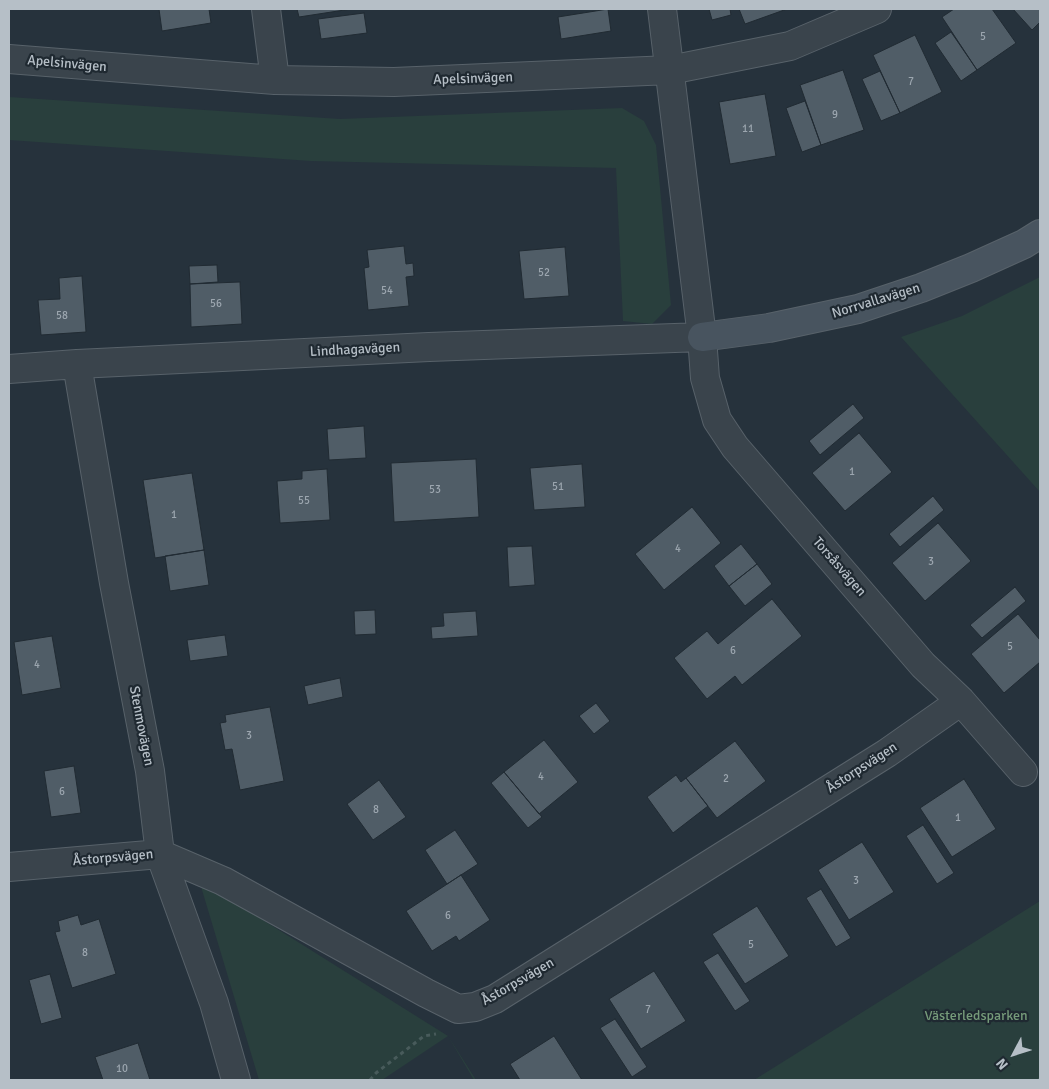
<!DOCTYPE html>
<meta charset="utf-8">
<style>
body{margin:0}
#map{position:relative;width:1049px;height:1089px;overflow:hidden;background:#26323c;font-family:Signika,sans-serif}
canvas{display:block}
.frame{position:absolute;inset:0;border:10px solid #b6bfc7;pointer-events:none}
.north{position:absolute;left:989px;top:1029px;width:50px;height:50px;-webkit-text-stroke:4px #1f2931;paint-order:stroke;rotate:230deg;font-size:14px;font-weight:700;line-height:20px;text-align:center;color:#b6bfc7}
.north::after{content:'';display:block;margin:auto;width:18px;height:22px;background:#b6bfc7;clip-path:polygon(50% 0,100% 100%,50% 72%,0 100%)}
</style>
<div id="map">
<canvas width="1049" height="1089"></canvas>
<div class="frame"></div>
<div class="north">N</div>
</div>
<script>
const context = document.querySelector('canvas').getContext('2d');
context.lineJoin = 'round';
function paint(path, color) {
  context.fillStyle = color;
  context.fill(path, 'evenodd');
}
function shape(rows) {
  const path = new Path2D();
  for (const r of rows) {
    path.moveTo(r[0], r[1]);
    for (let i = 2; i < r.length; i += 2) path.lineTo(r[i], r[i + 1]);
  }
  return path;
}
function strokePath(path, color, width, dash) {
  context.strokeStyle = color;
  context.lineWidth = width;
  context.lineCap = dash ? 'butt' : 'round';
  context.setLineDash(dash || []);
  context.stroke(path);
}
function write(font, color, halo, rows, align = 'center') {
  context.font = font + ' Signika,sans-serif';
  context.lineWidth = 4.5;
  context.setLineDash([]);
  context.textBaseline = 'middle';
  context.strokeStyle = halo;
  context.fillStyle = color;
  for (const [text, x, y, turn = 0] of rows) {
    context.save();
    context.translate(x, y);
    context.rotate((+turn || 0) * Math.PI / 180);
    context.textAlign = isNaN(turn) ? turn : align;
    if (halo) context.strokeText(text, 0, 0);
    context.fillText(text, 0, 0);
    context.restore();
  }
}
const green = shape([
 [9,97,340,119,622,108,644,121,656,145,671,305,652,324,623,321,616,168,311,161,9,140],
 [1040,277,1040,492,901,337,962,316],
 [199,880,448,1036,476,1080,474,1080,448,1036,382,1080,259,1080],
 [1040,901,1040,1080,754,1080]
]);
const building = shape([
 [159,9,209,9,211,23,162,31,159,9],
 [297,9,351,9,299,17,297,9],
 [608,9,611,31,561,39,558,17,608,9],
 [709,9,730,9,731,15,712,20,709,9],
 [739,9,787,9,745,24,739,9],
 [954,9,992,9,1016,43,977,70,942,17,954,9],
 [1013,9,1040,9,1040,22,1032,30,1013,9],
 [364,13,367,33,321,39,318,19,364,13],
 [951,32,977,70,961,81,935,43,951,32],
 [915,35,942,92,900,113,873,55,915,35],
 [843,70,864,130,821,145,800,85,843,70],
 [880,71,900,113,881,121,862,79,880,71],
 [765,94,776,156,730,164,719,102,765,94],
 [805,101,821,145,802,152,786,108,805,101],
 [404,246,406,264,413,263,414,276,406,277,409,306,368,310,364,268,369,267,367,250,404,246],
 [565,247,569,296,524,299,519,251,565,247],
 [217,265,218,282,190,284,189,266,217,265],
 [82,276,86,332,41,335,38,300,60,299,59,278,82,276],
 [240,282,242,324,191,327,190,284,240,282],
 [853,404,864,418,820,455,809,441,853,404],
 [364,426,366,458,329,460,327,429,364,426],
 [859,433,892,472,845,511,812,473,859,433],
 [476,459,479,517,394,522,391,463,476,459],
 [582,464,585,507,534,510,530,468,582,464],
 [327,469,330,520,280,523,277,481,302,479,302,471,327,469],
 [192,473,204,550,155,558,143,480,192,473],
 [933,496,944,510,900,547,889,534,933,496],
 [692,507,721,543,664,590,635,554,692,507],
 [938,523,971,561,925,601,892,563,938,523],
 [741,544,757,564,729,586,714,566,741,544],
 [532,546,535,585,509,587,507,547,532,546],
 [204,550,209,585,170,591,165,556,204,550],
 [757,564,772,584,745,606,729,586,757,564],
 [1015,587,1026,601,982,638,970,625,1015,587],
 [772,599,802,636,742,685,735,676,707,699,674,658,707,631,718,644,772,599],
 [375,610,376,634,355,635,354,611,375,610],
 [476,611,478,636,432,639,431,627,444,626,443,613,476,611],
 [1018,614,1040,640,1040,662,1004,693,971,654,1018,614],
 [225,635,228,656,190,661,187,640,225,635],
 [52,636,61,688,22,695,14,642,52,636],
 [340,678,343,697,308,705,304,686,340,678],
 [596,703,610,721,594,734,579,716,596,703],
 [270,707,284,781,240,790,232,749,225,750,220,723,226,722,225,715,270,707],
 [544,740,578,782,539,814,504,772,544,740],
 [735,741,766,781,717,818,686,778,735,741],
 [74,766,81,813,51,817,44,771,74,766],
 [504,772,542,817,528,828,491,783,504,772],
 [676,775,681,782,686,778,708,806,673,833,647,797,676,775],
 [964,779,996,829,952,857,920,808,964,779],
 [379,780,406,817,373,840,347,804,379,780],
 [923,825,954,873,937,884,906,836,923,825],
 [455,830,478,864,447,884,425,850,455,830],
 [862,842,894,892,849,920,818,870,862,842],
 [461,875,490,920,459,941,456,936,432,951,406,911,461,875],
 [821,889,851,938,836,947,806,898,821,889],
 [757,906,789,956,745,984,712,934,757,906],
 [78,915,81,925,99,919,116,974,72,988,55,932,60,931,58,921,78,915],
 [718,953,750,1001,735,1011,703,962,718,953],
 [654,971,686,1021,641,1049,609,999,654,971],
 [50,974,62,1018,41,1024,29,980,50,974],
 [615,1019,647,1067,632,1077,600,1028,615,1019],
 [554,1036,582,1080,520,1080,510,1064,554,1036],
 [138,1043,150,1080,103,1080,95,1057,138,1043]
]);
const path = shape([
 [370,1080,376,1073,424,1036,436,1034],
 [1039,1080,1040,1079]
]);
const street = shape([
 [266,9,275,80],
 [662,9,702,337,705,378,717,420,735,447,923,665,961,701,1023,772],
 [9,59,275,80,394,82,670,70,790,46,877,9],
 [77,364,114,583,150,771,160,854,214,1003,236,1080],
 [9,369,77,364,429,347,702,337],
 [9,867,160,854,223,881,426,993,458,1009,475,1007,495,999,887,753,961,701]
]);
const secondary = shape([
 [702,337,769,328,858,309,921,288,971,268,1024,244,1040,234]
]);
const numberNames = [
 ["5",983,37],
 ["7",911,82],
 ["9",835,115],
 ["11",748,129],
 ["52",544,273],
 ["54",387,291],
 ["56",216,304],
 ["58",62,316],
 ["1",852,472],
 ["51",558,487],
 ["53",435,490],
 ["55",304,501],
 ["1",174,515],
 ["4",678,549],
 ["3",931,562],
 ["5",1010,647],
 ["6",733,651],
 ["4",37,665],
 ["3",249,736],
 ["4",541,777],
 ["2",726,779],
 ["6",62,792],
 ["8",376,810],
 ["1",958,818],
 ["3",856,881],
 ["6",448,916],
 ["5",751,945],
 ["8",85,953],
 ["7",648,1010],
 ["10",122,1069]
];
const streetNames = [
 ["Apelsinvägen",67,64,5],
 ["Apelsinvägen",473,79,-2],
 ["Norrvallavägen",876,301,-17],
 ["Lindhagavägen",355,350,-3],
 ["Torsåsvägen",839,567,49],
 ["Stenmovägen",141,726,79],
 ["Åstorpsvägen",862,768,-33],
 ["Åstorpsvägen",113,858,-5],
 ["Åstorpsvägen",518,982,-30]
];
const parkNames = [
 ["Västerledsparken",976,1016]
];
paint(green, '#293f3d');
paint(building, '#505d67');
strokePath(building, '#212b33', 1);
strokePath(street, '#58626a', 30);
strokePath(secondary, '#58626a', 30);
strokePath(path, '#485b5b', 3, [4, 4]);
strokePath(street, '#3a444c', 28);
strokePath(secondary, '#48545f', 28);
write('11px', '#9ca6af', null, numberNames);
write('14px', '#b6bfc7', '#1f2931', streetNames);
write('14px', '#769b7a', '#1f2931', parkNames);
</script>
◇ ◇ ◇
- [ABOUT THIS EXERCISE] The total, and nothing more: how many lines in the entries contain "rows"?

- [COMPLETED TASK] 4